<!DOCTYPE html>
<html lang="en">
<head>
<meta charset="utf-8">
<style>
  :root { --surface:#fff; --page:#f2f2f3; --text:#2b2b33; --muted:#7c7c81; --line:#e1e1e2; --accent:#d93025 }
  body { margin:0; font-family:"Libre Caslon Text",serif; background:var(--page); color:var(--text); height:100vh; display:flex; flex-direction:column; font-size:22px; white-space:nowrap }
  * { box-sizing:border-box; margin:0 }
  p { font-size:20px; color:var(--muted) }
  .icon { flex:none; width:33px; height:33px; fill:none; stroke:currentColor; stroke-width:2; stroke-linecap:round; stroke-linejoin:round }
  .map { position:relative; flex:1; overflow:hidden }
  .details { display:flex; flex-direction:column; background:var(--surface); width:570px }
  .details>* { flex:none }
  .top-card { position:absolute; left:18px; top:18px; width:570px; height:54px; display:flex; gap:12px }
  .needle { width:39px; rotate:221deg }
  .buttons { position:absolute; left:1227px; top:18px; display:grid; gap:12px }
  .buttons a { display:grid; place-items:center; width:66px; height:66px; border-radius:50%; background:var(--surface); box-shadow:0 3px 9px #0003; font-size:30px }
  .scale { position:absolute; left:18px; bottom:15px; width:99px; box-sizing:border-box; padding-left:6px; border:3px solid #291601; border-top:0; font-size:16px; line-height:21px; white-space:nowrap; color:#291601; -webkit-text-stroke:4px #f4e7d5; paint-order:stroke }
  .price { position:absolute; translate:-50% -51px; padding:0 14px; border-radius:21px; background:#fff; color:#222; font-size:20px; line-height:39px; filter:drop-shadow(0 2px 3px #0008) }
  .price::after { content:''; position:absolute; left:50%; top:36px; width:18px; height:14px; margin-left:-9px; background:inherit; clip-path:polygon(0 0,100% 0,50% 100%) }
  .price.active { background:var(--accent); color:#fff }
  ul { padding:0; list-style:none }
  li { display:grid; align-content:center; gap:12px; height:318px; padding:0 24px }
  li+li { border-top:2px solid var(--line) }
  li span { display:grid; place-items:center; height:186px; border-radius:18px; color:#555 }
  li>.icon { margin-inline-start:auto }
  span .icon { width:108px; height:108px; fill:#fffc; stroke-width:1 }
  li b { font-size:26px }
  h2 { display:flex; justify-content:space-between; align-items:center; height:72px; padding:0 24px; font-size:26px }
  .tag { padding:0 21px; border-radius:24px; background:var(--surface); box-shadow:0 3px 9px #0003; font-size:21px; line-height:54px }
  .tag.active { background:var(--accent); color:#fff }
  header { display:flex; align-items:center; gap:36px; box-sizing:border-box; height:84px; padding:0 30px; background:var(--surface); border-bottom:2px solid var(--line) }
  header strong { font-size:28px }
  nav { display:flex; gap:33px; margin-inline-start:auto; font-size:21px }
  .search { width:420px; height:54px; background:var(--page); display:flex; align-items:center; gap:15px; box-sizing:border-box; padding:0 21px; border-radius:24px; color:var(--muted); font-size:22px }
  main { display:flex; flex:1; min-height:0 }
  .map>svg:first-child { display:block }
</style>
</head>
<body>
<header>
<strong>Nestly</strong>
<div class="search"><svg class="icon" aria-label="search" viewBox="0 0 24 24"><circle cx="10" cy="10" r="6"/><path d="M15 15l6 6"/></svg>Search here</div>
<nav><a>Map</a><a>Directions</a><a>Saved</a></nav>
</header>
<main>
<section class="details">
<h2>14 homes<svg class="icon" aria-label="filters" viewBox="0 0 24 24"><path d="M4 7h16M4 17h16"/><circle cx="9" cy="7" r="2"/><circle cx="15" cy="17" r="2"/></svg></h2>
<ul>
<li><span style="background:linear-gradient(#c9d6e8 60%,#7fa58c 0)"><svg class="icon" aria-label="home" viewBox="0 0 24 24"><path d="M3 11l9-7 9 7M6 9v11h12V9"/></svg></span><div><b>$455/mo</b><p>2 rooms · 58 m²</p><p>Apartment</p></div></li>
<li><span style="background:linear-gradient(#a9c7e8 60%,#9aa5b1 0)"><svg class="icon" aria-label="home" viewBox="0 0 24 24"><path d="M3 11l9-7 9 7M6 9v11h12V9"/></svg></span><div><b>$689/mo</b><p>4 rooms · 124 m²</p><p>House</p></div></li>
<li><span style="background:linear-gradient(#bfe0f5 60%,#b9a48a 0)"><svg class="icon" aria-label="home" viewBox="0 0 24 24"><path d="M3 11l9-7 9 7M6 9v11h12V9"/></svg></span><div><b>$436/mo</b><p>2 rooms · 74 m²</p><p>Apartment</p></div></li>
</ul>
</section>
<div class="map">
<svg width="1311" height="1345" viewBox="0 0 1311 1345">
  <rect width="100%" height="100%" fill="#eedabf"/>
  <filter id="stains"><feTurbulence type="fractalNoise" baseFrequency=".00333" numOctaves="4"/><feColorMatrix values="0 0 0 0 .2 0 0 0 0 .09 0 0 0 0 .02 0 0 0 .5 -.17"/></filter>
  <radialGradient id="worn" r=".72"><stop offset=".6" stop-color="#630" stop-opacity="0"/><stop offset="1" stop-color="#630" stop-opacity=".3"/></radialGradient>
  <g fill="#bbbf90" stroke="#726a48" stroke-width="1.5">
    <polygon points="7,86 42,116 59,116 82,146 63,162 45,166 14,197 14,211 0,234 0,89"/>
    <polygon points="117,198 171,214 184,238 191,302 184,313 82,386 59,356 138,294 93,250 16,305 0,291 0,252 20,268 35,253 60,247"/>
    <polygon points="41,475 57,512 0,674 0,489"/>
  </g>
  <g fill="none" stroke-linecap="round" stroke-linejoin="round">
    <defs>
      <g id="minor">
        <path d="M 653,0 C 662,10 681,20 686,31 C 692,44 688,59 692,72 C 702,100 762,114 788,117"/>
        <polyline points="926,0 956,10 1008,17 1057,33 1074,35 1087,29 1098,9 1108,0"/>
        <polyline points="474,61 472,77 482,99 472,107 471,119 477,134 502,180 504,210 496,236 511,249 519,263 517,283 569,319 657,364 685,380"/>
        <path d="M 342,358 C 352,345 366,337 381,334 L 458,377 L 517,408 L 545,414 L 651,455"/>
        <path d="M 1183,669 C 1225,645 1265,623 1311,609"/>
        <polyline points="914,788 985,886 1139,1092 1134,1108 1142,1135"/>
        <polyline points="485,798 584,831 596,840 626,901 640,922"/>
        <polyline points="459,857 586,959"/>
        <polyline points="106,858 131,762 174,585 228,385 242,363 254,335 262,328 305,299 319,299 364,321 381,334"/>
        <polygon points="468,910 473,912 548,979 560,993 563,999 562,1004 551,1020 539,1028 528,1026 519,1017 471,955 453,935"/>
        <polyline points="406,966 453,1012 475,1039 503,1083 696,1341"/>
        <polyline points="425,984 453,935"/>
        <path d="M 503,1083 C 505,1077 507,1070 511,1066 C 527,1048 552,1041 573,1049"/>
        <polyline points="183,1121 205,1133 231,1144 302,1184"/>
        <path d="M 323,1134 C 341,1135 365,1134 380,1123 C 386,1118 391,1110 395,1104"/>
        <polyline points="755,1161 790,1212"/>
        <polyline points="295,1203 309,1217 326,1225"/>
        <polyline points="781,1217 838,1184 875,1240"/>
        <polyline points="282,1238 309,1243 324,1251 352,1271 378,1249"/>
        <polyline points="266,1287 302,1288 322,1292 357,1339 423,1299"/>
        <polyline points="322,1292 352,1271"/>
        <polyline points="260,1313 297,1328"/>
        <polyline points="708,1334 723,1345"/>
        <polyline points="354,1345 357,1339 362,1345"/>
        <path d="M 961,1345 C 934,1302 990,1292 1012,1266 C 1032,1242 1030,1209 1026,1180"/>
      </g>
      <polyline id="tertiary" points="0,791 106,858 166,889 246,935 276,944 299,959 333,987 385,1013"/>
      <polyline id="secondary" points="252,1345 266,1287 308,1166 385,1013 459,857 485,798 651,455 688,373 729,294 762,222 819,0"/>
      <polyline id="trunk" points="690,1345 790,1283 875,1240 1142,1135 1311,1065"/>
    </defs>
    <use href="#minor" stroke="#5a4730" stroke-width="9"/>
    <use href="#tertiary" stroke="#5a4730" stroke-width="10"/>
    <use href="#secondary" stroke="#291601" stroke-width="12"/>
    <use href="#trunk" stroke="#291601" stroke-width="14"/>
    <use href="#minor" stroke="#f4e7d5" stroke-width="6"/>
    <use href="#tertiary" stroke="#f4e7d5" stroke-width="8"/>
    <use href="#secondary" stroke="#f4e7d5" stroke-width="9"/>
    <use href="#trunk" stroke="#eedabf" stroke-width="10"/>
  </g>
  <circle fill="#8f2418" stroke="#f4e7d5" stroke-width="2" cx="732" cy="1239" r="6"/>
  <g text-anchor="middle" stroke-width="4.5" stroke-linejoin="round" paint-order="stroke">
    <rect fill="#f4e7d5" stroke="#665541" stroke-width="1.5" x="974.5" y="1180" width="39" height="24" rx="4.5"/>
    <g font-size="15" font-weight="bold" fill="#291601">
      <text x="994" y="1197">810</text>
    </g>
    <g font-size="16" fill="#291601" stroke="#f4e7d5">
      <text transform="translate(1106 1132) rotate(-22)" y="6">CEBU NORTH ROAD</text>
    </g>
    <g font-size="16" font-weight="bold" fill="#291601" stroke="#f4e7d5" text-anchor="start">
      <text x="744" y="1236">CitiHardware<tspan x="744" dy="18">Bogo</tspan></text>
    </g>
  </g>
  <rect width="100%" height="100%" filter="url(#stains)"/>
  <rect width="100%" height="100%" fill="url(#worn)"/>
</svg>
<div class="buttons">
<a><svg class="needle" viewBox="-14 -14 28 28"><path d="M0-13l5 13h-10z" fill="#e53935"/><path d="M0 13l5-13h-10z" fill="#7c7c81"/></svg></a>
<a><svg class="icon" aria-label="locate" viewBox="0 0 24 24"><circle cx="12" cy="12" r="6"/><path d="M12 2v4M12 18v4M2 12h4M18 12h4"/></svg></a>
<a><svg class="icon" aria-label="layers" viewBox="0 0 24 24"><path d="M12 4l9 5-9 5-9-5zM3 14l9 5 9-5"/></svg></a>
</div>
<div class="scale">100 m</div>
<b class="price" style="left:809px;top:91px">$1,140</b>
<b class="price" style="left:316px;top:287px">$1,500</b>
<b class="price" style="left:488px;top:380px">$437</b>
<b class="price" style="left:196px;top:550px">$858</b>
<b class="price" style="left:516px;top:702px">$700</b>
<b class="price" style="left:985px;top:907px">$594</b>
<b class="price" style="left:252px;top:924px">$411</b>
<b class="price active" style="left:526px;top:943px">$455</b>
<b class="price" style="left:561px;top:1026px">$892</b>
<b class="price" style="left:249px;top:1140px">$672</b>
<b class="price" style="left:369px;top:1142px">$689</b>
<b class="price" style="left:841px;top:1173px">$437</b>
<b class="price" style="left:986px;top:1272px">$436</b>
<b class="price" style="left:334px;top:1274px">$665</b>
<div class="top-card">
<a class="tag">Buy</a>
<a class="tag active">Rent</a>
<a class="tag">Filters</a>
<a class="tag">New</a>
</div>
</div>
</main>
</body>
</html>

__________________________________________________

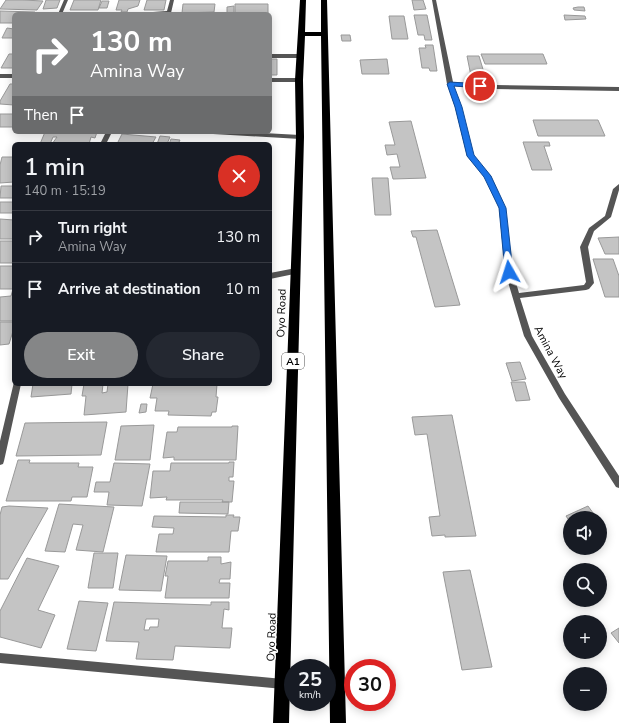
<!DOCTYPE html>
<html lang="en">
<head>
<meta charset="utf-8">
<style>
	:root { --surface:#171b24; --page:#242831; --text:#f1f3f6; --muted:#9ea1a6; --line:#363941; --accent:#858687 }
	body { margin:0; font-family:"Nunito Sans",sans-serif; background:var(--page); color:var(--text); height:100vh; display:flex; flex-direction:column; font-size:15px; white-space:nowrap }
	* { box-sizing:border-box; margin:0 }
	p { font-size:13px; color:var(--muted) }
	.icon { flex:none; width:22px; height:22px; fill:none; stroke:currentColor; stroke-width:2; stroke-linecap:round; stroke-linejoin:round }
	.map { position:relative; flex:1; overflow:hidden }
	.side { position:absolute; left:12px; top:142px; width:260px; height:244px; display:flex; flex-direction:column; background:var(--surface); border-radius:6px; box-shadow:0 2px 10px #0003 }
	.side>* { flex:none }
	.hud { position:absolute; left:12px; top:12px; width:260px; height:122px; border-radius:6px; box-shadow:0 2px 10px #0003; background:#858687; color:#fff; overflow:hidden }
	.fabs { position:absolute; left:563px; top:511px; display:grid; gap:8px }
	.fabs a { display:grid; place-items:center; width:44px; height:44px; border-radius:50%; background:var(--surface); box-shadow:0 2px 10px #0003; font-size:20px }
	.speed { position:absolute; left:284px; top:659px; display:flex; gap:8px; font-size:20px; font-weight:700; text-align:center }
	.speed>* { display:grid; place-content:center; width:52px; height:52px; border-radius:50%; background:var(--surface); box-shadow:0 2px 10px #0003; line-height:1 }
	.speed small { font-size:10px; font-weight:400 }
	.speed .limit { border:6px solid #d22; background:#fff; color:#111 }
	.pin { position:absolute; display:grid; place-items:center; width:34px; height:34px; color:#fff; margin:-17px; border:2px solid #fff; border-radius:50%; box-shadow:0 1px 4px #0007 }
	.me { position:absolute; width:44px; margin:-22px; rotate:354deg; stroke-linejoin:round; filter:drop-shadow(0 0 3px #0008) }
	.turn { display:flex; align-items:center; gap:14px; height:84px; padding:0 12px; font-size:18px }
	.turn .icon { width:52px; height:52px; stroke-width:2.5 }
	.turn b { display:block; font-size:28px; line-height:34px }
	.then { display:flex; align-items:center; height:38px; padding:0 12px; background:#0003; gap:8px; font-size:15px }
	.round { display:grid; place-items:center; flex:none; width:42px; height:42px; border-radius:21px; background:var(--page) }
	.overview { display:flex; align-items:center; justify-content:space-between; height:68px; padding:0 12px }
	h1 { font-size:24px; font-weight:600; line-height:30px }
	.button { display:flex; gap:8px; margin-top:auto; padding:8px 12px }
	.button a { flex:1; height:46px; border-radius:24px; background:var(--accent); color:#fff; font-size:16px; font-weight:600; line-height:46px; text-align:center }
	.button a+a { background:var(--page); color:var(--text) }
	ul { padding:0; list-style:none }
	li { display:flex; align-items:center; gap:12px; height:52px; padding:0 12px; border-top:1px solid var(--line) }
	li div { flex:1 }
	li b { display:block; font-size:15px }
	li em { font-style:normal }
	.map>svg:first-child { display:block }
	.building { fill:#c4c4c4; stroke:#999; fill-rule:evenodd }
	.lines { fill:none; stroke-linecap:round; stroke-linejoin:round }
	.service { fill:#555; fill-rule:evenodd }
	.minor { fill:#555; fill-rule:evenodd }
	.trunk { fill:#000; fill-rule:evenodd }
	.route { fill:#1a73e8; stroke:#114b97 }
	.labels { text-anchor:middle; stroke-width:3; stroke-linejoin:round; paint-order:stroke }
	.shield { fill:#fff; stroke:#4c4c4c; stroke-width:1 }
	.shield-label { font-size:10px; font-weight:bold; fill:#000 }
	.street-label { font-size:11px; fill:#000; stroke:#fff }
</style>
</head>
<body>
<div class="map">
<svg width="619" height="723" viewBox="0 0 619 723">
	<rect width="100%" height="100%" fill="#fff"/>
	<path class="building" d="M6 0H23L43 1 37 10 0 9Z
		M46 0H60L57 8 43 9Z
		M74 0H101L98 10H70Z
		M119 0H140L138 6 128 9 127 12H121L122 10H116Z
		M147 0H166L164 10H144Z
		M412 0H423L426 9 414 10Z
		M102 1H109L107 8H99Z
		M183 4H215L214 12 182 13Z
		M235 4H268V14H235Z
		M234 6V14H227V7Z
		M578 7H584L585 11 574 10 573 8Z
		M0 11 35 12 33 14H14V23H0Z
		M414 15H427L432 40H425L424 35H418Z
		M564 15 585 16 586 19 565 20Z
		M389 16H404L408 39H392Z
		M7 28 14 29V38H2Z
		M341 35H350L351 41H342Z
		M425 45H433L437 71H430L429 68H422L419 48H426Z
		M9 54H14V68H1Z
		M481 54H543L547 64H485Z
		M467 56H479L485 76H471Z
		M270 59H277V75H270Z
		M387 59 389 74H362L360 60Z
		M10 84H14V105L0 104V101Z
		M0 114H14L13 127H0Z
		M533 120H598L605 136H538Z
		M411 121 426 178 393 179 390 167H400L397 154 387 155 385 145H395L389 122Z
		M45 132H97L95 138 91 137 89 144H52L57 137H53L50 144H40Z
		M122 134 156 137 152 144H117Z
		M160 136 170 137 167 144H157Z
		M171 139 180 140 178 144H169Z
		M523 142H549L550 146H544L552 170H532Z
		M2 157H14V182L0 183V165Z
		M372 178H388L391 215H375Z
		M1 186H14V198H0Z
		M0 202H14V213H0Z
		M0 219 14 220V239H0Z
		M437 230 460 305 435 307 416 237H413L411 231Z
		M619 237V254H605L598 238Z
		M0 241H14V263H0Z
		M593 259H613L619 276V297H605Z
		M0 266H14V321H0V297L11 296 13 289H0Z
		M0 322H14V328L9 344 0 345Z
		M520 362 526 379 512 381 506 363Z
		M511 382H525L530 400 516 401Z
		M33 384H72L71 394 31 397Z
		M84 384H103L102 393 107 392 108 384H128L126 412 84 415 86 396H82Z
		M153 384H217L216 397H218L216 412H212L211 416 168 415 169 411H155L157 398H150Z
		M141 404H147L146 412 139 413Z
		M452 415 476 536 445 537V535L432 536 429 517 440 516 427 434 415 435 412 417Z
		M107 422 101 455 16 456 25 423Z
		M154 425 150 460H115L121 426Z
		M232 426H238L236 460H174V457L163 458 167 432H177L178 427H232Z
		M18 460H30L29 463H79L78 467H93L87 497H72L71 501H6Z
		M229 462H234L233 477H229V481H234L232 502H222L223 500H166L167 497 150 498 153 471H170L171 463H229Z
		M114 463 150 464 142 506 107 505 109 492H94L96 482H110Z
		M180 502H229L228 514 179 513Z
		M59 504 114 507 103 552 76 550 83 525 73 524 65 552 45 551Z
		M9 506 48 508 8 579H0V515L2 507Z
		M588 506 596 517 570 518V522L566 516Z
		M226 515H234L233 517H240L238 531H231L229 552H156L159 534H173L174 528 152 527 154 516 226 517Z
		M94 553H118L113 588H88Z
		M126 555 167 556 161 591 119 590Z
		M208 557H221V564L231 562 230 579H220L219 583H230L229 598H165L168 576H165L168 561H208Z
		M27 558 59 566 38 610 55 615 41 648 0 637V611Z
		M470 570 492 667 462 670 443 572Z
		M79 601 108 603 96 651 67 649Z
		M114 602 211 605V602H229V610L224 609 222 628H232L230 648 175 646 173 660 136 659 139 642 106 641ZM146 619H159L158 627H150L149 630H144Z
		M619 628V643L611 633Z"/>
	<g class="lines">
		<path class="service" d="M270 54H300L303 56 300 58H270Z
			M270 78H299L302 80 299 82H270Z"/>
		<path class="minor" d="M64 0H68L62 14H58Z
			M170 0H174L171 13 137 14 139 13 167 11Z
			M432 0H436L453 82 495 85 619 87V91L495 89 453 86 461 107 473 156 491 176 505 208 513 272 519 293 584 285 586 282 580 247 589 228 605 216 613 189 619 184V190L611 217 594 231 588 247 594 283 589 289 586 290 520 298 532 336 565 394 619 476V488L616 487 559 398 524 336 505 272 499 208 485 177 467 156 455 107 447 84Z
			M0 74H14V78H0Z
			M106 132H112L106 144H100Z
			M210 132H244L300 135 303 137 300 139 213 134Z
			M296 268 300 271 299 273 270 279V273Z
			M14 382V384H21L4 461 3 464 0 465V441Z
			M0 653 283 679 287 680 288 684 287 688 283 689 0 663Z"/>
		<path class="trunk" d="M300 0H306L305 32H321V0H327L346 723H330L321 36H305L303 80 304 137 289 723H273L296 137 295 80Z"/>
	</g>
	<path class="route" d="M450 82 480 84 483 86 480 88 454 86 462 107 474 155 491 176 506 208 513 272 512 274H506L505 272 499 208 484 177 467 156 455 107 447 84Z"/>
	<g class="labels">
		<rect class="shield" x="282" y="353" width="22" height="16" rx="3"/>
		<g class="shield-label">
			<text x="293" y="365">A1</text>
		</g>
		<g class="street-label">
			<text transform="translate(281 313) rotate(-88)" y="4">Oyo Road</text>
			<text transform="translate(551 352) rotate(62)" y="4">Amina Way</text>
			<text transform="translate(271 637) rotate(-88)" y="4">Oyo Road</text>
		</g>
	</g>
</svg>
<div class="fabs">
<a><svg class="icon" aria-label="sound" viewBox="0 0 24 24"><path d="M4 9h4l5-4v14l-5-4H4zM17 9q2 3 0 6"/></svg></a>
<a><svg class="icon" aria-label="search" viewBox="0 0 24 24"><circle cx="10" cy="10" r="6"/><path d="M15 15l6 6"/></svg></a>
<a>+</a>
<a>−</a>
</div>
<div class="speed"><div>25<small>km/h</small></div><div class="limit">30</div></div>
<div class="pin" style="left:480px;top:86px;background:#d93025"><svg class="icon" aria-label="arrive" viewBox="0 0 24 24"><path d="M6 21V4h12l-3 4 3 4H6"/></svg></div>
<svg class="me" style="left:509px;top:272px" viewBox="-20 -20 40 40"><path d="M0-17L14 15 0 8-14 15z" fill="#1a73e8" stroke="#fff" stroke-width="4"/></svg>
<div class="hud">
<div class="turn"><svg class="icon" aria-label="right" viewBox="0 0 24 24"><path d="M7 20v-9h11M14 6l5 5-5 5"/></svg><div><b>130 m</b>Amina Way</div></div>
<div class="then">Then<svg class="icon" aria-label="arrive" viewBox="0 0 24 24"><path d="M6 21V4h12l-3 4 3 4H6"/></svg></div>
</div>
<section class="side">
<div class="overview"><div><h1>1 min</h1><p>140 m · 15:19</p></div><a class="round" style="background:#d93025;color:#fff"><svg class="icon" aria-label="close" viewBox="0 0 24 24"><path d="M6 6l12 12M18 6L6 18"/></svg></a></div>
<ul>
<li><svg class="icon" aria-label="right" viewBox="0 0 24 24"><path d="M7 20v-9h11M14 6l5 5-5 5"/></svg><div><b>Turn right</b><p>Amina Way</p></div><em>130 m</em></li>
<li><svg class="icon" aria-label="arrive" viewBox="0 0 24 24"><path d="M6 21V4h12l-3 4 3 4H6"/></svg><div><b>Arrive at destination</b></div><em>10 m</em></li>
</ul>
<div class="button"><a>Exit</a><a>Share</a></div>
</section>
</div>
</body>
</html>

__________________________________________________

# TASK TO COMPLETE:
Among the lines above, which ones hold the string "currentColor"? Show them.

# SOLUTION FOR THIS TASK:
  .icon { flex:none; width:33px; height:33px; fill:none; stroke:currentColor; stroke-width:2; stroke-linecap:round; stroke-linejoin:round }
	.icon { flex:none; width:22px; height:22px; fill:none; stroke:currentColor; stroke-width:2; stroke-linecap:round; stroke-linejoin:round }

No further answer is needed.